### How to complete this task
How many lines in the entries below contain the word "nowrap"? Answer with the number and nothing else.
=-=-=
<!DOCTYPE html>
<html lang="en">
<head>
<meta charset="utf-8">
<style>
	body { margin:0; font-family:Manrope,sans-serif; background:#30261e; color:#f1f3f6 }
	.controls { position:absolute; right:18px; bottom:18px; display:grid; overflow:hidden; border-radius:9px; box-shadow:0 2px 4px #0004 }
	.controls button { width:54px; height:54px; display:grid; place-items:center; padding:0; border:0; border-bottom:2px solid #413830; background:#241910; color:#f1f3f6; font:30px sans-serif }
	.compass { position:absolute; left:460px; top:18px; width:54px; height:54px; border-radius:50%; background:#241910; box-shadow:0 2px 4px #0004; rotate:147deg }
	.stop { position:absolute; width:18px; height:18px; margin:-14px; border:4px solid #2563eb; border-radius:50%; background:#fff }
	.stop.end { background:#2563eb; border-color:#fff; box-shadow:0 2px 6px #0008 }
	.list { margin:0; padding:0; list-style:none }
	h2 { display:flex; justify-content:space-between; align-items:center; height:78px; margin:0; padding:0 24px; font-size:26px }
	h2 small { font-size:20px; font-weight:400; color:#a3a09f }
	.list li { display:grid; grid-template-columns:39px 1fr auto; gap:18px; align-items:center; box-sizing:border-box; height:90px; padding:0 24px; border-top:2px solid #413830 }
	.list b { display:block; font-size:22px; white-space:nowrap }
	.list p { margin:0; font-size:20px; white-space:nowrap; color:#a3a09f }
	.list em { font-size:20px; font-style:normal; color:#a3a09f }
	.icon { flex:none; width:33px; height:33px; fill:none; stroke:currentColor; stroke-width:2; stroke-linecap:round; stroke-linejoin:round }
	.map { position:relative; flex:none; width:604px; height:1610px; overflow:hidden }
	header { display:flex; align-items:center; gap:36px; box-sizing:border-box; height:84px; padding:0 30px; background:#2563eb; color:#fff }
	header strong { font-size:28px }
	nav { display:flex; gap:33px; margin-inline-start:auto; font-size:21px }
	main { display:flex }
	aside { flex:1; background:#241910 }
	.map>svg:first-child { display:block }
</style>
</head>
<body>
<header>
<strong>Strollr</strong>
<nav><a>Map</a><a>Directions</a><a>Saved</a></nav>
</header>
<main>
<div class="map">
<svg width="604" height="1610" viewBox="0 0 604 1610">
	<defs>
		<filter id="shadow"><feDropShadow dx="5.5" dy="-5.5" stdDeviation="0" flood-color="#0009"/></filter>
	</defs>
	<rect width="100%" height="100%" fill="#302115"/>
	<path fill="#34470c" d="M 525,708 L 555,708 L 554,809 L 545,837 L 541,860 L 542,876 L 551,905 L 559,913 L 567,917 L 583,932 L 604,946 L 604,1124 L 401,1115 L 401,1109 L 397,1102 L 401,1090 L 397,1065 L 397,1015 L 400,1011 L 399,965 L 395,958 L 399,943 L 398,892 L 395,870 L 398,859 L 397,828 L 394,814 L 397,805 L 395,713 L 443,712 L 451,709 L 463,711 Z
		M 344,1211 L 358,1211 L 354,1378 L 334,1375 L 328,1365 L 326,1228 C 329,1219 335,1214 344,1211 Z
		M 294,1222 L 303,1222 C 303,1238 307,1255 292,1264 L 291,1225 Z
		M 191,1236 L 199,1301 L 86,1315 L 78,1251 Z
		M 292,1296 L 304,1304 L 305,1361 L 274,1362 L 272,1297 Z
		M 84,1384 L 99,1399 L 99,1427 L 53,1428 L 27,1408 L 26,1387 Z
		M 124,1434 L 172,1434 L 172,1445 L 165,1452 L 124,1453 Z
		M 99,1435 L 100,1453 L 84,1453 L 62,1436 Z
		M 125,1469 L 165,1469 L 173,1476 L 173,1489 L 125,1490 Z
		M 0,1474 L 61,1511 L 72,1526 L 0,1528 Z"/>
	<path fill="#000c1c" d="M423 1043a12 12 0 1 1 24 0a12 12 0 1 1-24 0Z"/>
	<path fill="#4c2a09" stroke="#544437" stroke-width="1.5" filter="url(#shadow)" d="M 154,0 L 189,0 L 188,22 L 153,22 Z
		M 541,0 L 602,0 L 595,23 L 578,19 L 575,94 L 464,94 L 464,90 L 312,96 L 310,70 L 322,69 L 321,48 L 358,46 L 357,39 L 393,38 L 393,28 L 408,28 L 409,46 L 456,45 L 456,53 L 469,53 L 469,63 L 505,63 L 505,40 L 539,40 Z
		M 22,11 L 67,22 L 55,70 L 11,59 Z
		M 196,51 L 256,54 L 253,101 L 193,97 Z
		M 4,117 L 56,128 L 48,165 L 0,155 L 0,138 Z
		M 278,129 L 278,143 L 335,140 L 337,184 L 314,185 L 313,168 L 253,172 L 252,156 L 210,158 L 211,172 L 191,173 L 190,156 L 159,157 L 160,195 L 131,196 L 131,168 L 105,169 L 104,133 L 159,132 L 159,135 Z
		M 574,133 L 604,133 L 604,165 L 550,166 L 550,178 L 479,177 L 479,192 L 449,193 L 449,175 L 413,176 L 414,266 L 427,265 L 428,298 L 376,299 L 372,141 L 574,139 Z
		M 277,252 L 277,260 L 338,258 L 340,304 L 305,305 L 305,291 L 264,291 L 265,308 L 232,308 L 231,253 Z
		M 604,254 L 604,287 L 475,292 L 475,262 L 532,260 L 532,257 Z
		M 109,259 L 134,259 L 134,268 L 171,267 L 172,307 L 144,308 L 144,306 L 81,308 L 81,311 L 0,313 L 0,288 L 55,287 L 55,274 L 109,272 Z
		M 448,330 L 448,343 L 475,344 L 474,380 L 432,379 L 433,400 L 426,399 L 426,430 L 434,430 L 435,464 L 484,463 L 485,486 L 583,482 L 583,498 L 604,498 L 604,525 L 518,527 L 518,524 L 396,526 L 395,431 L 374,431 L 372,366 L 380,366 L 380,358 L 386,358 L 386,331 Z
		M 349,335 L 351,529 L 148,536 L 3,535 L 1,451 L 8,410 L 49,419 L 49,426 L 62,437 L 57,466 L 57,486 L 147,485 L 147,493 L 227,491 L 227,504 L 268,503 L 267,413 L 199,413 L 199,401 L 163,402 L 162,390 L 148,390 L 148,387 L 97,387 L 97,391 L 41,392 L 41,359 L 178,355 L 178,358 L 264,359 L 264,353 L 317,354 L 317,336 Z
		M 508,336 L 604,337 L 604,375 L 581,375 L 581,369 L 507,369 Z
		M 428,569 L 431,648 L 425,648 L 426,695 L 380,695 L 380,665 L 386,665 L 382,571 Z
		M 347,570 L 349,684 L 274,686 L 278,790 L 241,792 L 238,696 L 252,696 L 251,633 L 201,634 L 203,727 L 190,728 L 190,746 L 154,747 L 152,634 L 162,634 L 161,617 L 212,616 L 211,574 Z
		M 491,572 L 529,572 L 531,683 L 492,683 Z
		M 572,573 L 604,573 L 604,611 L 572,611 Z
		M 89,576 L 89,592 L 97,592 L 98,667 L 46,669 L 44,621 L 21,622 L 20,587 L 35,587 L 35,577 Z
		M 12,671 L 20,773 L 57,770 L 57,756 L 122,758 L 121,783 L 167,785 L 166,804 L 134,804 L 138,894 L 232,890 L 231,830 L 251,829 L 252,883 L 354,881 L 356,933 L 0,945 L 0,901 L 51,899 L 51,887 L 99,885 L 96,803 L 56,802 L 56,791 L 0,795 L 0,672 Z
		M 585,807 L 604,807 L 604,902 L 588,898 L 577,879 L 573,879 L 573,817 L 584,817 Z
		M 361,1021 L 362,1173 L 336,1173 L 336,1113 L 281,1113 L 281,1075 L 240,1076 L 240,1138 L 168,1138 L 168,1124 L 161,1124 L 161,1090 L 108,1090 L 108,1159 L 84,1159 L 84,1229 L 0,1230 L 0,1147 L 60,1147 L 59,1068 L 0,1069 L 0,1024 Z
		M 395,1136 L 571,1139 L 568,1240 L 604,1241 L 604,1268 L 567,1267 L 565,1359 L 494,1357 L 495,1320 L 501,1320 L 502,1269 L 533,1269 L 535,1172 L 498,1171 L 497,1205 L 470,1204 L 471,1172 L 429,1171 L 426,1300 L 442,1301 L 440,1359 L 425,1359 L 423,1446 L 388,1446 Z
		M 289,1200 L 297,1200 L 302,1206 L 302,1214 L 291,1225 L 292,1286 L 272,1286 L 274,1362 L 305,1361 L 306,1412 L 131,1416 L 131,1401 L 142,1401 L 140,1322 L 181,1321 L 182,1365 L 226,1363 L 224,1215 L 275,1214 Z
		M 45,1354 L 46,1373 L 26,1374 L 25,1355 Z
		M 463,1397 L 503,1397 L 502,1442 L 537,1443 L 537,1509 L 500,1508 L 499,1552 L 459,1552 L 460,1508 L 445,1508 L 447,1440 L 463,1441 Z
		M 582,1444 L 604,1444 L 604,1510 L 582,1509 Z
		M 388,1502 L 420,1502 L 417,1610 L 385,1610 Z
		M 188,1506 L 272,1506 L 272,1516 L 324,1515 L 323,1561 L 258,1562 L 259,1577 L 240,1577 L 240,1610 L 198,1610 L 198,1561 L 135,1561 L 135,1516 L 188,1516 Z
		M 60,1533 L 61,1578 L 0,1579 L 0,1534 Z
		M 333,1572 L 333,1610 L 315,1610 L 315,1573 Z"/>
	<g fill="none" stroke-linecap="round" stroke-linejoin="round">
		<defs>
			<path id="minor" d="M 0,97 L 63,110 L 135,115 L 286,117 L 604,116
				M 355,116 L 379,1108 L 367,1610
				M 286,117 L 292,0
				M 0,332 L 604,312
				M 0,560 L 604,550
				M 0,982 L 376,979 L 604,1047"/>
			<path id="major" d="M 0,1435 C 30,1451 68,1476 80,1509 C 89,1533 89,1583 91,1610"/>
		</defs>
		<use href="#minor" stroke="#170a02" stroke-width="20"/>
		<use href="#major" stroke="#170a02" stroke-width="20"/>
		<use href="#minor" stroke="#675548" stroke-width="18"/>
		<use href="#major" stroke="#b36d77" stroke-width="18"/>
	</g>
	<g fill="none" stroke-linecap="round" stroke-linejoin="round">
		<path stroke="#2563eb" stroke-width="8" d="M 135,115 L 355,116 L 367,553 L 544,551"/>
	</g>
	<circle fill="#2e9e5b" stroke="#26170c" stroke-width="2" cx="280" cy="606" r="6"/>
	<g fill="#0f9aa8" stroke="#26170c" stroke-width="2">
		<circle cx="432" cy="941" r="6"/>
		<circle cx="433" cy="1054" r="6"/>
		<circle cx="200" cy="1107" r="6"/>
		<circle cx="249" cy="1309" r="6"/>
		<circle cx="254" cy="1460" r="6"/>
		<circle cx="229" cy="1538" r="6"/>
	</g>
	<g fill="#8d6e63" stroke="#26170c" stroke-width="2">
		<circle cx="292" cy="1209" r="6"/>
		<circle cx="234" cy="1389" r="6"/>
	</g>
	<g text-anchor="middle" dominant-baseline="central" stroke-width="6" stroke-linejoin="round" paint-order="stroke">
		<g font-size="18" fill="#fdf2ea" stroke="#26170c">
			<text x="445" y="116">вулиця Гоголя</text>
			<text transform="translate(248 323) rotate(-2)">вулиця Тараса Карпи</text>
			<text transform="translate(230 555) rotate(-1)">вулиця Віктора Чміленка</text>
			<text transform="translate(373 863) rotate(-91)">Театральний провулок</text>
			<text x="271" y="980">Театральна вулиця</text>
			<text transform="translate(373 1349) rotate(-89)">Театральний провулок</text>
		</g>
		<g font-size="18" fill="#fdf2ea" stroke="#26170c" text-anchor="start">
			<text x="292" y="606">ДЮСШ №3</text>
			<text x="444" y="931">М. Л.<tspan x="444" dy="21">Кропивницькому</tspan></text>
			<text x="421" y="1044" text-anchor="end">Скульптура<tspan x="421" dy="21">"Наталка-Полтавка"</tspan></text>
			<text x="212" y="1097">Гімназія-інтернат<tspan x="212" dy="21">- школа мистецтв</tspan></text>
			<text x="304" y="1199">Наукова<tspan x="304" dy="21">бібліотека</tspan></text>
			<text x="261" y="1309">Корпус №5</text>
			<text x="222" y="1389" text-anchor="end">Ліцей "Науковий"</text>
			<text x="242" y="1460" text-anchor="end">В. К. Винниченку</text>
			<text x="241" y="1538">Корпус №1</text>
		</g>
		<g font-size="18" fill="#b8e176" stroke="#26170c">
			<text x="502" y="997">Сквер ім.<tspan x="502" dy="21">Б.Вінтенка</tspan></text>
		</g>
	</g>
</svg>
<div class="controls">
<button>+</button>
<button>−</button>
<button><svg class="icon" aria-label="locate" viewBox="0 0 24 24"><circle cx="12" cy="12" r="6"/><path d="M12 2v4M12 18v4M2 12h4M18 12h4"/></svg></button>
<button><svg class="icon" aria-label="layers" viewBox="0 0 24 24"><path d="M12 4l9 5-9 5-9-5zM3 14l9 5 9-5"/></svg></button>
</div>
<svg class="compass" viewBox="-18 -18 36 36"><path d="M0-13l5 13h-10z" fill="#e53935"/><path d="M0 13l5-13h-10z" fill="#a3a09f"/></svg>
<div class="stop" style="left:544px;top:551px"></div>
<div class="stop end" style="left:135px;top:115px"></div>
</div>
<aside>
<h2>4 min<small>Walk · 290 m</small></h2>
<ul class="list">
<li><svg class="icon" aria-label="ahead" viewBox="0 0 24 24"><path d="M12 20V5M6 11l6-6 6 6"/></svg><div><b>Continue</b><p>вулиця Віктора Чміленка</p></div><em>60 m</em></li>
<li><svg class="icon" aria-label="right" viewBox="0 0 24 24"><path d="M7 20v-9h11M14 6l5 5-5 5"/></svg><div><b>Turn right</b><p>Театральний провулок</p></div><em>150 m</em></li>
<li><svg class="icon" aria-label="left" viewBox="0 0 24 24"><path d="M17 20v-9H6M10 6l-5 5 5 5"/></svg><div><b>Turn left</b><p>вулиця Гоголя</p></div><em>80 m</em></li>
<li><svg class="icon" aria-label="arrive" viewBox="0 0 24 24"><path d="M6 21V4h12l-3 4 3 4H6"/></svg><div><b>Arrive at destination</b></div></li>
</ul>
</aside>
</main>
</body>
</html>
=-=-=
### Your solution
2